- Born: Sheila Márquez 19 September 1985 (age 40) Vitoria-Gasteiz, Spain
- Children: 2
- Modeling information
- Height: 1.75 m (5 ft 9 in)
- Hair color: Brown
- Eye color: Brown
- Agency: Supreme Management (New York, Paris); Storm Model Management (London); LINE UP MODEL MANAGEMENT (Barcelona); UNIQUE DENMARK (Copenhagen); Modelwerk (Hamburg) ;

= Sheila Márquez =

Spanish model (born 1985)

Sheila Márquez (born in Vitoria-Gasteiz, Spain, 19 September 1985) is a Spanish model.

==Career==
She was a Model, discovered when a friend of hers insisted that she go see her agent in Madrid at Traffic Models. In 2006 after signing with Women Management she moved to New York to pursue her modelling career. On Feb. 2007 she made her debut at the Gucci show in Milan, as an exclusive. Then becomes the face of Alessandro Dell'Acqua's fall 2007 campaign. She was featured at No. 7 in V Magazine.coms top 10 models of fall 2007. Thus, joining compatriot Marina Perez on the very small list of Spanish models working in high-fashion today. Appearing in a thirteen-page editorial for 10, then photographed alongside Meghan Collison, Laragh McCann, and Oxana Pautova for a POP editorial titled "Fire Walk With Me," inspired by David Lynch. In January 2008 Sheila was featured in a ten-page editorial for Spanish Vogue. New York Magazine ranked her No. 8 in the "Top Ten Models to Watch" in 2008 New York Fashion Week. Sheila left Women Management and signed with Supreme Management in 2010. Lands the cover of Playing Fashion September 2010 issue.
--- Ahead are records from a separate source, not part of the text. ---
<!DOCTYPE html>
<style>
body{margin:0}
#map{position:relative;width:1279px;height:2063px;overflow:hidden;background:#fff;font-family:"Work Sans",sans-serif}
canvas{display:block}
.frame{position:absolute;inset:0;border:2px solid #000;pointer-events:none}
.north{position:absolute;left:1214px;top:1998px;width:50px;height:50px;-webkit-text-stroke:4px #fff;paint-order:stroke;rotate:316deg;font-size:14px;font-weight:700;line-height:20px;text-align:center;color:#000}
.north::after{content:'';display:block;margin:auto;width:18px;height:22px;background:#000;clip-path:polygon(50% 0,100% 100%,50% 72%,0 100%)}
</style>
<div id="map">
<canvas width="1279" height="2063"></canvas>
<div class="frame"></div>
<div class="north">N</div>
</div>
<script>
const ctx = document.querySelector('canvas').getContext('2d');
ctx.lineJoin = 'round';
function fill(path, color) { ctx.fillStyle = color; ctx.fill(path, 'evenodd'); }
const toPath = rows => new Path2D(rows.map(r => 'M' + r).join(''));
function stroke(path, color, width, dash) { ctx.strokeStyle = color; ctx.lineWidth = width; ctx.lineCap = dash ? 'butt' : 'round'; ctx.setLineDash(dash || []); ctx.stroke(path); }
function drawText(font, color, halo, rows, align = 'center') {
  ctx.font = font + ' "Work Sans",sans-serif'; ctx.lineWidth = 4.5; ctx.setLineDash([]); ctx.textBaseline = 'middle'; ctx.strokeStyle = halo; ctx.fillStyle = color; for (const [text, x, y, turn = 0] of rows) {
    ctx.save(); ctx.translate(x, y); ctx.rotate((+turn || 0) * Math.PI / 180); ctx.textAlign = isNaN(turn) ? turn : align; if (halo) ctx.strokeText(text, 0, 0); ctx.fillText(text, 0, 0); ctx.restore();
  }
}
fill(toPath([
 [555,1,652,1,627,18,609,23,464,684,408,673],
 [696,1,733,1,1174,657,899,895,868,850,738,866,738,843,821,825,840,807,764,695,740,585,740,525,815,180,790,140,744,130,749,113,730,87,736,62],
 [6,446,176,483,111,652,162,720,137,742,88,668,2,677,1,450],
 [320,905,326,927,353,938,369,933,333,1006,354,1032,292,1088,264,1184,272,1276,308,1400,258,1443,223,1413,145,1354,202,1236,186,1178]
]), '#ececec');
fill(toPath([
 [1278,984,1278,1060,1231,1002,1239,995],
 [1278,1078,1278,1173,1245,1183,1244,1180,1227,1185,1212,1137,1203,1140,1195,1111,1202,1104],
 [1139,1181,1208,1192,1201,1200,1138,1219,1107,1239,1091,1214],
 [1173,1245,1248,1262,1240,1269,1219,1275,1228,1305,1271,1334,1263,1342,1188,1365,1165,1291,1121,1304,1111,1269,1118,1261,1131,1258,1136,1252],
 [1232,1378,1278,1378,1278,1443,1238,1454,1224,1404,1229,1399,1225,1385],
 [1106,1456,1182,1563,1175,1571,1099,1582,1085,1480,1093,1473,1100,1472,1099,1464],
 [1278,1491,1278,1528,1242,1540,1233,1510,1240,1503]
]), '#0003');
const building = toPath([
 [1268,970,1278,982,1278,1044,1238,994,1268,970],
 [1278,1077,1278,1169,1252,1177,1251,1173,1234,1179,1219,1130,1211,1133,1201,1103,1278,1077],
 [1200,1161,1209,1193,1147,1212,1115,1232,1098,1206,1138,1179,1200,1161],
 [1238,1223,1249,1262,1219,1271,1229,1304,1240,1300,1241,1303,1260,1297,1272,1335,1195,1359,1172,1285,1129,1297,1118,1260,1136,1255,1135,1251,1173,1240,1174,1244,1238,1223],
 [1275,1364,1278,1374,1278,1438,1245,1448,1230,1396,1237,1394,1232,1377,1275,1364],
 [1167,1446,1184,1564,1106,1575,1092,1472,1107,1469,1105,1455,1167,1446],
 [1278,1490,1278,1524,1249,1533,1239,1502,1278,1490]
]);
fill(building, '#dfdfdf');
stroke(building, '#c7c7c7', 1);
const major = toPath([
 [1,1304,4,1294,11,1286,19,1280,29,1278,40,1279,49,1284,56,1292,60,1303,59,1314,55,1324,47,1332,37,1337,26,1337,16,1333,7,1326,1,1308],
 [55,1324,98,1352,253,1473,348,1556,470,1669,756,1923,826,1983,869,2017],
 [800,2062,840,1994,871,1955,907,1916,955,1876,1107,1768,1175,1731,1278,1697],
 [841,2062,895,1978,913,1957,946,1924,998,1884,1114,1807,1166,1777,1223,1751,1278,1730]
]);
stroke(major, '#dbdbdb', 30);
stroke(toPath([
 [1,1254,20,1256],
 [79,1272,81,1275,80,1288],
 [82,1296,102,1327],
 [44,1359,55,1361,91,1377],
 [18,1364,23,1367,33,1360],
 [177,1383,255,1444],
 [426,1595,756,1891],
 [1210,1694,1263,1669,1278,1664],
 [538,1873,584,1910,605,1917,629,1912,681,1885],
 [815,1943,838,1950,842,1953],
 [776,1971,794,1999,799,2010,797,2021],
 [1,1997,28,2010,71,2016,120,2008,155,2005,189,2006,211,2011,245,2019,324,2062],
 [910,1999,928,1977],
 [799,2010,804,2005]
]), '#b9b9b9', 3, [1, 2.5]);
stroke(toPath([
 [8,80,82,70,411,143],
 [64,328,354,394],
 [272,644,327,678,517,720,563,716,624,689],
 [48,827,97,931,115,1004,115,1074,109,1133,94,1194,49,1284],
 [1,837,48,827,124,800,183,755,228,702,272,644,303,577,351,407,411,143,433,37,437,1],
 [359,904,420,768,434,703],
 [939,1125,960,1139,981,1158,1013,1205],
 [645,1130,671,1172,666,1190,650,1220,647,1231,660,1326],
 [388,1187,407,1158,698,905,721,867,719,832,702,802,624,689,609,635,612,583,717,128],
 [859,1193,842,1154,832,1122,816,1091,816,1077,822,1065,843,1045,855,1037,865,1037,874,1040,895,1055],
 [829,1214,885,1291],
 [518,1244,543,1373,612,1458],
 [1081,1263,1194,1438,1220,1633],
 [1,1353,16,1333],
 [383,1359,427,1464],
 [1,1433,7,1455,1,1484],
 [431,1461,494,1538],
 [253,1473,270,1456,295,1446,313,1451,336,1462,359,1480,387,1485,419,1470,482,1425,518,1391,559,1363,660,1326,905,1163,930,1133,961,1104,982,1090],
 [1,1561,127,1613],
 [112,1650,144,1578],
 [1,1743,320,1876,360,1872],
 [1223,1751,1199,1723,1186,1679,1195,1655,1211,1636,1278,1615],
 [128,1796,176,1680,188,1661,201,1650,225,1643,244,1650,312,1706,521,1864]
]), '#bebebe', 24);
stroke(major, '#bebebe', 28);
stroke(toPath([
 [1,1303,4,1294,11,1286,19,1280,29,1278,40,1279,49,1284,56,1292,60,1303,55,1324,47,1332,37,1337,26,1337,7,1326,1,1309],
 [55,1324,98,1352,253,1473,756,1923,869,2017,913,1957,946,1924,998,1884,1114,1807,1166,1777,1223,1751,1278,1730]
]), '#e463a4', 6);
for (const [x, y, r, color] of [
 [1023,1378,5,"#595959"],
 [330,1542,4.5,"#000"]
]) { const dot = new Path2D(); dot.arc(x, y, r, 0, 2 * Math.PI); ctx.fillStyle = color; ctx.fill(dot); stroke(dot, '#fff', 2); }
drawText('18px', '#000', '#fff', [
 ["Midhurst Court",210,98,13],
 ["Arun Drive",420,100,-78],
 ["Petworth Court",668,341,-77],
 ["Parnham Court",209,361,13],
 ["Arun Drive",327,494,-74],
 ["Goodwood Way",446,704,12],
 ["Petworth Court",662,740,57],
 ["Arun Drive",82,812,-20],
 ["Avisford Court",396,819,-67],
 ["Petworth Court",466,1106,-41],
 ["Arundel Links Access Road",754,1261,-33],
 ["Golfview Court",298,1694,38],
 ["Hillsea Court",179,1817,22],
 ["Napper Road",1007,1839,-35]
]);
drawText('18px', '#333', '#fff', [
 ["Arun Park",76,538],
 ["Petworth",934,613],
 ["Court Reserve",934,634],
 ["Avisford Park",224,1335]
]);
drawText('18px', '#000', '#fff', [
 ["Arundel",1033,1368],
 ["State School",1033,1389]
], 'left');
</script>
Besides being in the cover of Harper’s Bazaar Spain January 2011, she is also in its 2011 calendar. For each month she wore twelves designs from top designers and all the creations used Swarovski Elements. Sheila becomes the first Spanish top model to grace the cover of Harper’s Bazaar. As well as the face of Blanco Jeans Spring 2011 Campaign.